● Task prompt:
Your response should reproduce every line of the entries that contains the word "halo".

──────── Input data

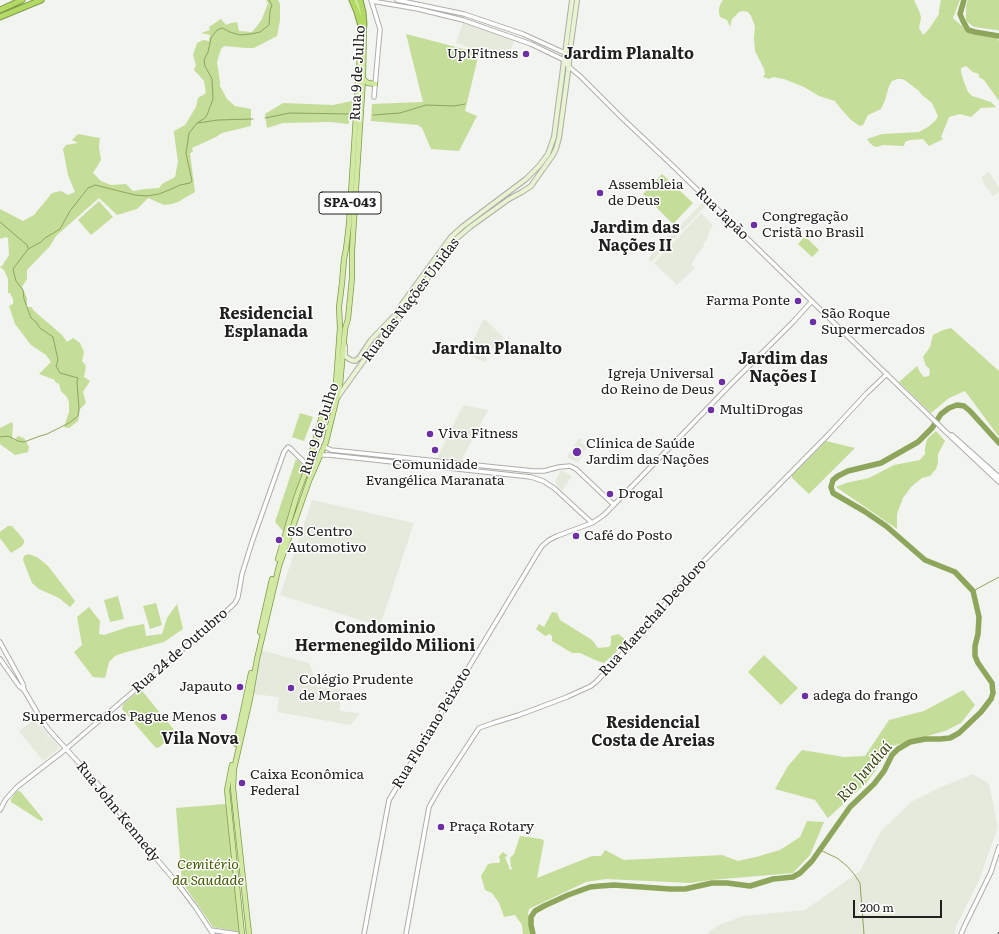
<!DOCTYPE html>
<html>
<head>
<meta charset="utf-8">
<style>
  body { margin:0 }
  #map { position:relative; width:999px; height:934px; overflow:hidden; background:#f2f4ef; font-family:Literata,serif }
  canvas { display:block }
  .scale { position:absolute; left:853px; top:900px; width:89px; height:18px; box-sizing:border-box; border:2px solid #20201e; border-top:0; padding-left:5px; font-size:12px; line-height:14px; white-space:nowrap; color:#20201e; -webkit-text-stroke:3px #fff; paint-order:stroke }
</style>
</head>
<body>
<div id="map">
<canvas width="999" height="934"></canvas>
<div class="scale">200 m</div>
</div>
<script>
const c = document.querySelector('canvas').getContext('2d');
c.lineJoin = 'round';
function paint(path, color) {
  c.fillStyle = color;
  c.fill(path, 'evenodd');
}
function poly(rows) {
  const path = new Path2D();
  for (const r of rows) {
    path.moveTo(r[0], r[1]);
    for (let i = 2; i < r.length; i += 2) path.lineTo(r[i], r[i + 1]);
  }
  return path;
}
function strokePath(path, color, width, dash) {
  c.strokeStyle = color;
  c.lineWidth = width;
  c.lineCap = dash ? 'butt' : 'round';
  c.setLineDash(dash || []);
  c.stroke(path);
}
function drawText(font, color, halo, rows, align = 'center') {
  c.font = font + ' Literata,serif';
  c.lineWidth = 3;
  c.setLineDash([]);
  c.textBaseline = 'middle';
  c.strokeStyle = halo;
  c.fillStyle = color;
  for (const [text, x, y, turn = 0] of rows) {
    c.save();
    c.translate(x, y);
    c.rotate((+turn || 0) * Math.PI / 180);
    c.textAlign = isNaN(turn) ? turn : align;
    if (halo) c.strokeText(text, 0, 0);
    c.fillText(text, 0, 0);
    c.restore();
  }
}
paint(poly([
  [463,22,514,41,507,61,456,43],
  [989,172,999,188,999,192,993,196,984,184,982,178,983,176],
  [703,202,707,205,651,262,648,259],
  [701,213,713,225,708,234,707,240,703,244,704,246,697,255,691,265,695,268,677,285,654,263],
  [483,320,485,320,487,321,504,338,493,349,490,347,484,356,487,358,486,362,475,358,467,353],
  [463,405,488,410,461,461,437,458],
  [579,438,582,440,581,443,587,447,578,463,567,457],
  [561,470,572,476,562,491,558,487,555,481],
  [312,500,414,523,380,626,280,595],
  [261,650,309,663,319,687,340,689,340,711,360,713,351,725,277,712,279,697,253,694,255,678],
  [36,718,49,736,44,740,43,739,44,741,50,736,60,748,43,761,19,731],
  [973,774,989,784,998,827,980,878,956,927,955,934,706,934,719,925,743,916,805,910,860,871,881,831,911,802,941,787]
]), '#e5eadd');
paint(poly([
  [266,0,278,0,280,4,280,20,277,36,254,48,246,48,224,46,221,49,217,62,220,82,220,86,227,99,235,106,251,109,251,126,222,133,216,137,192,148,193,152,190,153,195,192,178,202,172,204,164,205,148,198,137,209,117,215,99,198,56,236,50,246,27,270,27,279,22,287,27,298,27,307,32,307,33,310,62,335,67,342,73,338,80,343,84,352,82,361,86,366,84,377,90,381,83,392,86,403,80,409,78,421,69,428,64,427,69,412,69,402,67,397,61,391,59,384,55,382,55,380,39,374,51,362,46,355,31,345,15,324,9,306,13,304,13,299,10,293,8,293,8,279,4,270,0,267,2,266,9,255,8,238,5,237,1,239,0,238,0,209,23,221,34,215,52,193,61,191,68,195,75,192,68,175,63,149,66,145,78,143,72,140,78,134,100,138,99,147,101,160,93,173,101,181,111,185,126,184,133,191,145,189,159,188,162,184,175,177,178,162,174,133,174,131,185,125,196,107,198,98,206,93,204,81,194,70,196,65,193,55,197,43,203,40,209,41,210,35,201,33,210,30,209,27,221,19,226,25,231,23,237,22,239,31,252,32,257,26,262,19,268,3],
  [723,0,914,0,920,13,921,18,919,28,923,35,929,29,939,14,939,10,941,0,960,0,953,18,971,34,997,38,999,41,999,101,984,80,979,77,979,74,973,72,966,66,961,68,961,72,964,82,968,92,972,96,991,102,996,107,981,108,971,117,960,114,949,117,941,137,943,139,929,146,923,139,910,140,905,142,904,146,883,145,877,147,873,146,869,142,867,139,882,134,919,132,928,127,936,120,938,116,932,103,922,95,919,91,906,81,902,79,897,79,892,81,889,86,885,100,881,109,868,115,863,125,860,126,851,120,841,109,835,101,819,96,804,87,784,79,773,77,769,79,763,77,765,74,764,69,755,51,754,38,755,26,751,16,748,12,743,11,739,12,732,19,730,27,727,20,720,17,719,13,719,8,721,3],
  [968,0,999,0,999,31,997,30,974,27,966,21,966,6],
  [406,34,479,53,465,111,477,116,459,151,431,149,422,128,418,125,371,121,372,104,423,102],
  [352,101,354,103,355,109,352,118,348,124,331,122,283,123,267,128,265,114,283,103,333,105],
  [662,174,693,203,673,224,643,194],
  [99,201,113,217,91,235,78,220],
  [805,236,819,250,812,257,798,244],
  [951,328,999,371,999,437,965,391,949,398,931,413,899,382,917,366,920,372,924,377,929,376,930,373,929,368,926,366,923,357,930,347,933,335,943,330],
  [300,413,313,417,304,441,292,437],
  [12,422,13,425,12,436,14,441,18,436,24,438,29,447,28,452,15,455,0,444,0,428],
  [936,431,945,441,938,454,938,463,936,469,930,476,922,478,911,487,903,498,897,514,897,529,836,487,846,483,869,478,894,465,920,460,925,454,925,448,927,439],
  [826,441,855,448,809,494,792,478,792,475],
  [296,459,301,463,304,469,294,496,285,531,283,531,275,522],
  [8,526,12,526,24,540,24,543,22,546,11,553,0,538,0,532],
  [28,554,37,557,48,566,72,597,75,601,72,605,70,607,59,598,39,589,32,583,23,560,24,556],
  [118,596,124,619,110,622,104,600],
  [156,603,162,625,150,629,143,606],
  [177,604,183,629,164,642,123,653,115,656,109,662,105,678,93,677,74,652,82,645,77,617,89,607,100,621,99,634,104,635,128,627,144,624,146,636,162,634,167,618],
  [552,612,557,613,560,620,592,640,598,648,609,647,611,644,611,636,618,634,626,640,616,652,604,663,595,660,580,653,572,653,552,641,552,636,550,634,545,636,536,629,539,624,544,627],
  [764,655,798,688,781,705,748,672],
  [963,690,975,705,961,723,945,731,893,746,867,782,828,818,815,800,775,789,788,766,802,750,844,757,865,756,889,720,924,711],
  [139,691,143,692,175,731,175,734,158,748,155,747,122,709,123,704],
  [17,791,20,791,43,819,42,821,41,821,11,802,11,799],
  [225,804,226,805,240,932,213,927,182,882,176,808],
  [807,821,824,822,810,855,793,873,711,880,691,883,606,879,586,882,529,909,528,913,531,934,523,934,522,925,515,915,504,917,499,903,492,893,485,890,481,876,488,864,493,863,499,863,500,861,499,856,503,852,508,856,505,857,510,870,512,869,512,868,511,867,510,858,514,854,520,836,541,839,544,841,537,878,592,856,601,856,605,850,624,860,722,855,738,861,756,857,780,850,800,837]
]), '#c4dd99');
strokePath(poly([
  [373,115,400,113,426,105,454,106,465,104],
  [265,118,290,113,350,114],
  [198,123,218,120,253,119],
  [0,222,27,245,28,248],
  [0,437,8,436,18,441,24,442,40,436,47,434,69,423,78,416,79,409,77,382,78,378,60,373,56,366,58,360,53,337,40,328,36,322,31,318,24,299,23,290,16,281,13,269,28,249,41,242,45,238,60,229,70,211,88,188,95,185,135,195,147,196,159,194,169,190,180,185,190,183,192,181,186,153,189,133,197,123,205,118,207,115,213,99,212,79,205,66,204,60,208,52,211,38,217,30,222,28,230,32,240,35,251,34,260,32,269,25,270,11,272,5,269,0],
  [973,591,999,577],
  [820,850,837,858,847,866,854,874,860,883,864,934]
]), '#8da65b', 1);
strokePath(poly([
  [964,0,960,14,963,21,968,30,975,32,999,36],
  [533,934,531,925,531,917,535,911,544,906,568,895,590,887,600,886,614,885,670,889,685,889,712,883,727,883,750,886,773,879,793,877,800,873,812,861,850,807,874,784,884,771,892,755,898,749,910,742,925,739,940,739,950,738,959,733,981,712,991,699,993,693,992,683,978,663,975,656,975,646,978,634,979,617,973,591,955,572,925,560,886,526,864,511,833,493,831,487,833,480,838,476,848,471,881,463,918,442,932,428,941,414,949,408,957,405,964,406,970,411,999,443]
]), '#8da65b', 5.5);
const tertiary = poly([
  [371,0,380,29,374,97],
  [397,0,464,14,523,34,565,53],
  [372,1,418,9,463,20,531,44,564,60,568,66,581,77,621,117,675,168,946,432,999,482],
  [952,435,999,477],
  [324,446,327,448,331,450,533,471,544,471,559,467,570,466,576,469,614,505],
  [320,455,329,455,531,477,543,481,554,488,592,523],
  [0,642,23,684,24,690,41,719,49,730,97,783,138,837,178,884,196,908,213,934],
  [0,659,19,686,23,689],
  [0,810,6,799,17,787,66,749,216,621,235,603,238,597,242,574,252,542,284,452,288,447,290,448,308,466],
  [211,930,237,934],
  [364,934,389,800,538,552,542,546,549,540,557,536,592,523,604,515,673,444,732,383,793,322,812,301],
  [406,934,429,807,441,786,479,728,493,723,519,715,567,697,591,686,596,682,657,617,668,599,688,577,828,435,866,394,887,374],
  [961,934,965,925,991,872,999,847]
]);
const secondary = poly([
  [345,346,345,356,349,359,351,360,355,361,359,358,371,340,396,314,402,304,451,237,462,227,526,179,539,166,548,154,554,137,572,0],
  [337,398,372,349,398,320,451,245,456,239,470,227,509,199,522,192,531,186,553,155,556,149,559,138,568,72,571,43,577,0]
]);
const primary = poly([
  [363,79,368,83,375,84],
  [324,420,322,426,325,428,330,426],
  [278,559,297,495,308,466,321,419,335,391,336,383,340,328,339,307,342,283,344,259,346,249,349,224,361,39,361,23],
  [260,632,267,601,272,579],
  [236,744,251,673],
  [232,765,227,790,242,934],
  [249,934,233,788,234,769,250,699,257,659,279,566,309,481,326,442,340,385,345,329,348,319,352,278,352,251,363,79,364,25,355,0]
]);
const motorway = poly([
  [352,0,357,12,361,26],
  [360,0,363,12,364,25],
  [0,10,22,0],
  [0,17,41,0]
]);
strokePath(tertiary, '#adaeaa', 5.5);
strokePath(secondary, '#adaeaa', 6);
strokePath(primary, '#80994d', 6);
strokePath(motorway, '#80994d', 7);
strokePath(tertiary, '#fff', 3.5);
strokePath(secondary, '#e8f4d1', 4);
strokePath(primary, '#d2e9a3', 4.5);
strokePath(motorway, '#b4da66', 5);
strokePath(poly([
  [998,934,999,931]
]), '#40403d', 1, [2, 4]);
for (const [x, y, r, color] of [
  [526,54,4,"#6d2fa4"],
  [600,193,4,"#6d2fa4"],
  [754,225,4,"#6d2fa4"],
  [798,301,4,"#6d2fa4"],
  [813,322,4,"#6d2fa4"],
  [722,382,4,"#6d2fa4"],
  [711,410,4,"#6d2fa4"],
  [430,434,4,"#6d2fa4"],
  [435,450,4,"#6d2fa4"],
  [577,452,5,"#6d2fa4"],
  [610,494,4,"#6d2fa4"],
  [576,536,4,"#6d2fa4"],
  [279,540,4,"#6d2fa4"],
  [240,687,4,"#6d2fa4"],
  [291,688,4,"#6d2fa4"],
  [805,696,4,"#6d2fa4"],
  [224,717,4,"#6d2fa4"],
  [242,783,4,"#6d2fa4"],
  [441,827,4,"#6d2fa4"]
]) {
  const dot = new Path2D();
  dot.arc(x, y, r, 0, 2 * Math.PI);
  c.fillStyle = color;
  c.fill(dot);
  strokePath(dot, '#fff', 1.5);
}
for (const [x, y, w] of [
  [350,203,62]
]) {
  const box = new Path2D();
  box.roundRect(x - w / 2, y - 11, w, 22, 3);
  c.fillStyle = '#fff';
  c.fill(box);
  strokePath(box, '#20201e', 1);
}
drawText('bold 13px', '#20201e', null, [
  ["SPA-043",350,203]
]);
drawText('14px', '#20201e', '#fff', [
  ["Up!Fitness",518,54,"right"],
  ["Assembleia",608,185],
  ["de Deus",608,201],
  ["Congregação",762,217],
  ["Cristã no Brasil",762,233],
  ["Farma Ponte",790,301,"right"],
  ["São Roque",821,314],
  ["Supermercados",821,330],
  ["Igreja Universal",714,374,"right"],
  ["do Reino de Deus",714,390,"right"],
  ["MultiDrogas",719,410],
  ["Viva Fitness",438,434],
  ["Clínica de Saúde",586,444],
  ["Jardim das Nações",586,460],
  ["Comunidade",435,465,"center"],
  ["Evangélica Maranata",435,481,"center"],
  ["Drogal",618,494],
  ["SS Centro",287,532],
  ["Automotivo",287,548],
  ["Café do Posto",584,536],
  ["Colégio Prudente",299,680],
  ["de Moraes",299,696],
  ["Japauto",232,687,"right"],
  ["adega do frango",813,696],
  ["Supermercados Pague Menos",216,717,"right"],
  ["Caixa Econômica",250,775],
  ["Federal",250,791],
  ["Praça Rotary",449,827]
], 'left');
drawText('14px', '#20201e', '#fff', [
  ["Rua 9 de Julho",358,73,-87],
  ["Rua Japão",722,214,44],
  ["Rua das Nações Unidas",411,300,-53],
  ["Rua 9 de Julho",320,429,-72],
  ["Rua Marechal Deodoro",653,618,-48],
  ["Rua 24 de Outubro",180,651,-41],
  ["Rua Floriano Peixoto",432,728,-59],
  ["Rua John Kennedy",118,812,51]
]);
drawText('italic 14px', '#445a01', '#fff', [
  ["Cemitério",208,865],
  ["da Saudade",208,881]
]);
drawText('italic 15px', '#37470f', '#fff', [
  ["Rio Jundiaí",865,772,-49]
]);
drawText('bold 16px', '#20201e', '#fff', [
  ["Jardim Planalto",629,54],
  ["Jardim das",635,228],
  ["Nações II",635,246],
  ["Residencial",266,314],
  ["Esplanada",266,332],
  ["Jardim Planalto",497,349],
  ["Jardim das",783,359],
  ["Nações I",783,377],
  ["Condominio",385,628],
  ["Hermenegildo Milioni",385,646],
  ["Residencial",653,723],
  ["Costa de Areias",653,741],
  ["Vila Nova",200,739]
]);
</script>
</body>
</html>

────────────────

● Your solution:
function drawText(font, color, halo, rows, align = 'center') {
  c.strokeStyle = halo;
    if (halo) c.strokeText(text, 0, 0);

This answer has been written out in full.